McGinty’s smile dissolved. “But Michael had become a problem. I told him to keep out of trouble, that any shit he got into would stick to me, but he didn’t listen. People smuggling, for Christ’s sake. The Liths were bringing in girls from the South, and Michael was dipping his toe in the water. Fair enough, there was good money there, but Jesus, kids? I mean fifteen-, sixteen-year-olds. Even the Brits wouldn’t let that go. He should’ve left all that to the Loyalists; they’re too stupid to know any better. If he’d been caught he could have done me a lot of damage. The leadership was concerned about him. They went to the old man about it.”
Fegan’s thigh tensed and he ground his shoe against the Lincoln’s carpeting as McGinty squeezed his knee.
“And then there’s Vincie. Now, don’t get me wrong, Vincie was a good volunteer. Best interrogator we ever had in Belfast. But he was mouthing off, how he didn’t like us sitting at Stormont, how he didn’t like us supporting the peelers, how we were selling out. And you know how the old man is, Gerry. Bull O’Kane doesn’t like dissent in the ranks. It unsettles people. I was called down to the farm just last weekend, and he told me to sort things out. Clean house, you know? Get everyone in line or I’d be out.”
Fegan knew the farm he meant, a few acres of land and a modest house that straddled the border between Northern Ireland and the Republic, where County Armagh became County Monaghan. O’Kane ran his empire from that remote bolt-hole, and Fegan sometimes heard whispers of how much cash the old man turned over. Millions, some said, maybe hundreds of millions. He buried it in property investment all over the world - England, Spain, Por
tugal and America - and kept layers of paperwork between him and the money.

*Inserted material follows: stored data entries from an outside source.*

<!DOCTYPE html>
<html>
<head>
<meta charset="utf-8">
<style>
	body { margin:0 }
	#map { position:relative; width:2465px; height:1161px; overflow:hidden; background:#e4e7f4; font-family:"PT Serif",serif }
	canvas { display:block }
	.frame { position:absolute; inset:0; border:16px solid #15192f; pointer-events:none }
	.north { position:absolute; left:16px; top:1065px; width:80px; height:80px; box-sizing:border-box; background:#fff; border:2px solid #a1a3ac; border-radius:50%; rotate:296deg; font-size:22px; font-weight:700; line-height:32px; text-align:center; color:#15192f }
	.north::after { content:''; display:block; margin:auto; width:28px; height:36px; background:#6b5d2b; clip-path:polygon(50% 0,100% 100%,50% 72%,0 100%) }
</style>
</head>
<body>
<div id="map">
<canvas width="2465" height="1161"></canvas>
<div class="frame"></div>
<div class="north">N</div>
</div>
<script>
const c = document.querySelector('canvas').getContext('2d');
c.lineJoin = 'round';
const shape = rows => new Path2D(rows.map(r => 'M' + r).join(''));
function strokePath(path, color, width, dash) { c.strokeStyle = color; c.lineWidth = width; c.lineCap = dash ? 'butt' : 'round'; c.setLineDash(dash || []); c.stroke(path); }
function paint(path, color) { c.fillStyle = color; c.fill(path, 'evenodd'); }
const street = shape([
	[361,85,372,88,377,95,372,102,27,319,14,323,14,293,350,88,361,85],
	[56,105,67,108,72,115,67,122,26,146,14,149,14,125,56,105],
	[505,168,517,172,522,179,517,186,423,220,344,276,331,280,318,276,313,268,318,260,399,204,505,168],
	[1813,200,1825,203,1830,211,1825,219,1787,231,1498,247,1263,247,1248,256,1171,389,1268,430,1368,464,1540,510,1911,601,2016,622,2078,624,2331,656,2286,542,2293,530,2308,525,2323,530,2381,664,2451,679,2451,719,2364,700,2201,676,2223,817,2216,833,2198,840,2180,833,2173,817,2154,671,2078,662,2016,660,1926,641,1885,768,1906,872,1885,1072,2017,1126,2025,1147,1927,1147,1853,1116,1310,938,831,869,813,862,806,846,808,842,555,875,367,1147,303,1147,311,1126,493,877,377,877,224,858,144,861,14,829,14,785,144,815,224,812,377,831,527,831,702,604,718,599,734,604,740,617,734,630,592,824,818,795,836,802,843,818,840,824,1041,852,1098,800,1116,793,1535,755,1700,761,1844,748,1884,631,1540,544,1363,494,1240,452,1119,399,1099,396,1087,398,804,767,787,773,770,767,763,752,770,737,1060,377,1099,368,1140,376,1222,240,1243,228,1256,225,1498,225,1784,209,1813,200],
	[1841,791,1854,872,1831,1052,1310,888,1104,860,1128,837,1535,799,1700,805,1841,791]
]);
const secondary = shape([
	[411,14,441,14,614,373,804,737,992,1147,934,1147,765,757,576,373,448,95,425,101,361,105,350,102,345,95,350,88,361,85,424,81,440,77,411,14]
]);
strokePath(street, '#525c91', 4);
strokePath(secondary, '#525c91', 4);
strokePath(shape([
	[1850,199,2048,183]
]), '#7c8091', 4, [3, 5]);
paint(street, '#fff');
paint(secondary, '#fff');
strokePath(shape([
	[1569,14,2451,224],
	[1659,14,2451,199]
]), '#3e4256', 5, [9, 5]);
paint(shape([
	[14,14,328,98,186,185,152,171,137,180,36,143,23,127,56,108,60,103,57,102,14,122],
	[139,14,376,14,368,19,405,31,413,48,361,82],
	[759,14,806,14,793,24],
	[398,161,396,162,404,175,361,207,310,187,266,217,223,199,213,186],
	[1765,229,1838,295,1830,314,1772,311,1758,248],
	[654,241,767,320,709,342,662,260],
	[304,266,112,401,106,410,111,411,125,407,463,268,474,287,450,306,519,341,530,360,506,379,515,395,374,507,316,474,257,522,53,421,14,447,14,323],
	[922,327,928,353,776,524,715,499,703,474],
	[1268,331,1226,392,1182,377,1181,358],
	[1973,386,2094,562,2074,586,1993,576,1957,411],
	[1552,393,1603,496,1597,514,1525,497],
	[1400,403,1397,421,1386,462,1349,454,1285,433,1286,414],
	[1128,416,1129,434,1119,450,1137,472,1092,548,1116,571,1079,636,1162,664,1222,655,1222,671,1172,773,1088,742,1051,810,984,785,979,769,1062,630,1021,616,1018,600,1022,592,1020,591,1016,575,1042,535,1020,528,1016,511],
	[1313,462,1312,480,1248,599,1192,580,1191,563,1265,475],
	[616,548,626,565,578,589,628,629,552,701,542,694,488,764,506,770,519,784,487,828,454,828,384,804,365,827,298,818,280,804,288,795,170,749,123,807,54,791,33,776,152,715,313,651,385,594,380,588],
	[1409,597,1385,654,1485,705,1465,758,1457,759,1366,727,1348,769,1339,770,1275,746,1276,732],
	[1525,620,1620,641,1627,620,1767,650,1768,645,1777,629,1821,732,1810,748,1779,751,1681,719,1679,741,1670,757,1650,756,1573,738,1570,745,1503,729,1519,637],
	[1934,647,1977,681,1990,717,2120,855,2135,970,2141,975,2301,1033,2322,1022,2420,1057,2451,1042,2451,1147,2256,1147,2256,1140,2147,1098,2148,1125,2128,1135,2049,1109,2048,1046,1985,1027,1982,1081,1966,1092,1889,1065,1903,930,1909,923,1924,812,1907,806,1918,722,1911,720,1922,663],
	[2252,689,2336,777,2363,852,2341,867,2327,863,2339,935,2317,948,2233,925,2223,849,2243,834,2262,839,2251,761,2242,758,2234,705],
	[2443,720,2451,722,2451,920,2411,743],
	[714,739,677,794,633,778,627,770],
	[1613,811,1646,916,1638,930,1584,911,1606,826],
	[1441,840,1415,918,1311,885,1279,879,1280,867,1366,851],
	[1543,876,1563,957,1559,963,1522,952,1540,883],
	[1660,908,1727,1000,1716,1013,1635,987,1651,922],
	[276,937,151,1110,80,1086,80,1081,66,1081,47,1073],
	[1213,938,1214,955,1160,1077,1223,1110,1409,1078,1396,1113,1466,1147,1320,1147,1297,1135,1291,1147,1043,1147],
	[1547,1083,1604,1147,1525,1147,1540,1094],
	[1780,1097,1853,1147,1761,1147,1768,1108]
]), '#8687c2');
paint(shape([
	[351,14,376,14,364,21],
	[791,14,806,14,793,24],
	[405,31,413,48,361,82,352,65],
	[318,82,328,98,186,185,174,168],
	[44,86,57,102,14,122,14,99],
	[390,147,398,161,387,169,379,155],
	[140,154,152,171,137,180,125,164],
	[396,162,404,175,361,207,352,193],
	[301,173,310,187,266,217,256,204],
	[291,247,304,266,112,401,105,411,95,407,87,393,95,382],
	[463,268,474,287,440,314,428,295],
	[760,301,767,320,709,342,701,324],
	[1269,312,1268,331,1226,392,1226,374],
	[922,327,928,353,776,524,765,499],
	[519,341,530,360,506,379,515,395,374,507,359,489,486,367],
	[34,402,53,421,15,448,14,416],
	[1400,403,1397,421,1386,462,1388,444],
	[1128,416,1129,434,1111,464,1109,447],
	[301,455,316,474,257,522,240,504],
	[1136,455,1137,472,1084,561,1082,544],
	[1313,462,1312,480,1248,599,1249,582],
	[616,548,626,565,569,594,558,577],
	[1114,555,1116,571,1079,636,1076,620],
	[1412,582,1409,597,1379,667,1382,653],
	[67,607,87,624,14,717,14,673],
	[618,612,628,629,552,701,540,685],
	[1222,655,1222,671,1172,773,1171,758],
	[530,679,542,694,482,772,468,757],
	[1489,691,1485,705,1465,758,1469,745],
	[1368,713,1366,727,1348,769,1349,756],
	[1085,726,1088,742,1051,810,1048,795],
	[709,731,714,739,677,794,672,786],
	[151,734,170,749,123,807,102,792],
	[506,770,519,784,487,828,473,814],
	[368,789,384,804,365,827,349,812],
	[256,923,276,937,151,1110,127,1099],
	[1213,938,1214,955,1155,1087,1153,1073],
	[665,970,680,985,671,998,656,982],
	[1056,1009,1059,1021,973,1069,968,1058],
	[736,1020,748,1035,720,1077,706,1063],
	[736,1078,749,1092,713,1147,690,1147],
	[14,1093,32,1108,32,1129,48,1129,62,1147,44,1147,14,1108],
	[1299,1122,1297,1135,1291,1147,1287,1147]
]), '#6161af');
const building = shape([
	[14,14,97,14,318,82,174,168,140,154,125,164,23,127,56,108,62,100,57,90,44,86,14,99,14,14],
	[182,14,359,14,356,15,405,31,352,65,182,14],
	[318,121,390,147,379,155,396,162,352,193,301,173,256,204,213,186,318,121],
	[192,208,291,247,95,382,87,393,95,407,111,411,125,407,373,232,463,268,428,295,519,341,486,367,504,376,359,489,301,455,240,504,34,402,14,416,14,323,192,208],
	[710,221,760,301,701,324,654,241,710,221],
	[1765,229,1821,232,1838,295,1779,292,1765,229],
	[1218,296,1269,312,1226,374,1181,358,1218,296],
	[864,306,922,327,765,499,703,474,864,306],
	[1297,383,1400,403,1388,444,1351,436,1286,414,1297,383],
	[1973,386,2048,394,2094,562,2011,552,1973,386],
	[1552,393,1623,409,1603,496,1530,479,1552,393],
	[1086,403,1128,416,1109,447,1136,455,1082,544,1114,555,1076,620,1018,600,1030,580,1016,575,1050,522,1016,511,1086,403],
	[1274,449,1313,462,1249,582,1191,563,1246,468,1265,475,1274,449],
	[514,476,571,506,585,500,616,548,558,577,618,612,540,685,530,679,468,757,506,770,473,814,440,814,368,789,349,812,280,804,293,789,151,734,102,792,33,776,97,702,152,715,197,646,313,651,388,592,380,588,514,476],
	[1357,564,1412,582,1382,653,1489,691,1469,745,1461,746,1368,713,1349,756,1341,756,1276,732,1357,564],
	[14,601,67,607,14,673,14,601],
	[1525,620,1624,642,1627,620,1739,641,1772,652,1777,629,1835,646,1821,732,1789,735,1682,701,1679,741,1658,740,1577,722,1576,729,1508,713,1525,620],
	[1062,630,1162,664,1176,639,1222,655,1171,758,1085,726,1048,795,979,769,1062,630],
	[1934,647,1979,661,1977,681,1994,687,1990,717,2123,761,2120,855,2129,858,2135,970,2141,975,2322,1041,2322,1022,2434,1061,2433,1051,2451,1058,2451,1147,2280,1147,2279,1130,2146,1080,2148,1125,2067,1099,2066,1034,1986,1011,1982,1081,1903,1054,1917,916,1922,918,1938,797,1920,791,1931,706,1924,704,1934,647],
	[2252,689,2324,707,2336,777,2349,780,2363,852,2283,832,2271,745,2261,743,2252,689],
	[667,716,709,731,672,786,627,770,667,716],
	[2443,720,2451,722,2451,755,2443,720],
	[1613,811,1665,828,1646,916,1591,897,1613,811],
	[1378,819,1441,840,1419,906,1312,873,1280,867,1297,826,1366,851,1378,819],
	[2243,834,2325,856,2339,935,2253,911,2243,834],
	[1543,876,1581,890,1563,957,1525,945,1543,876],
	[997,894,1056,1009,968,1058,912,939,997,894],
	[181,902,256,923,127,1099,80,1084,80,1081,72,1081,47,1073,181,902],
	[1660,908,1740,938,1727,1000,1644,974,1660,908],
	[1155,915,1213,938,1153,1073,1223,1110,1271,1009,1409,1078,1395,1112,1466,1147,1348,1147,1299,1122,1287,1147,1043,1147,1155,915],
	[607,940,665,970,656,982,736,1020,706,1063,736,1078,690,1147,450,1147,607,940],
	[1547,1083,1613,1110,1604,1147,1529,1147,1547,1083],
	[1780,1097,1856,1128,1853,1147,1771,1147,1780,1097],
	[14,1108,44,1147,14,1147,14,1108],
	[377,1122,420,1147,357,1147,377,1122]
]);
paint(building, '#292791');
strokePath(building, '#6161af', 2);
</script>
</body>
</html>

These days, most of that money came from the endless demand for cheap fuel. The Bull ran dozens of laundering plants on farms along the border, each churning out millions of gallons of chemically stripped agricultural diesel - government-subsidised fuel intended for cash-strapped farmers. This diesel was processed, cleaned of its dye, and resold to petrol stations, motorists, hauliers and anyone else who wanted to get their hands on cheap fuel. Bull O’Kane now fought for Ireland by poisoning its countryside with chemical waste.
“How is the Bull these days?” Fegan asked.
“Oh, you know Bull,” McGinty said. “He’s kicking the arse of seventy, and he could still take any man came near him. Still as smart as a fox. You only met him a few times, didn’t you?”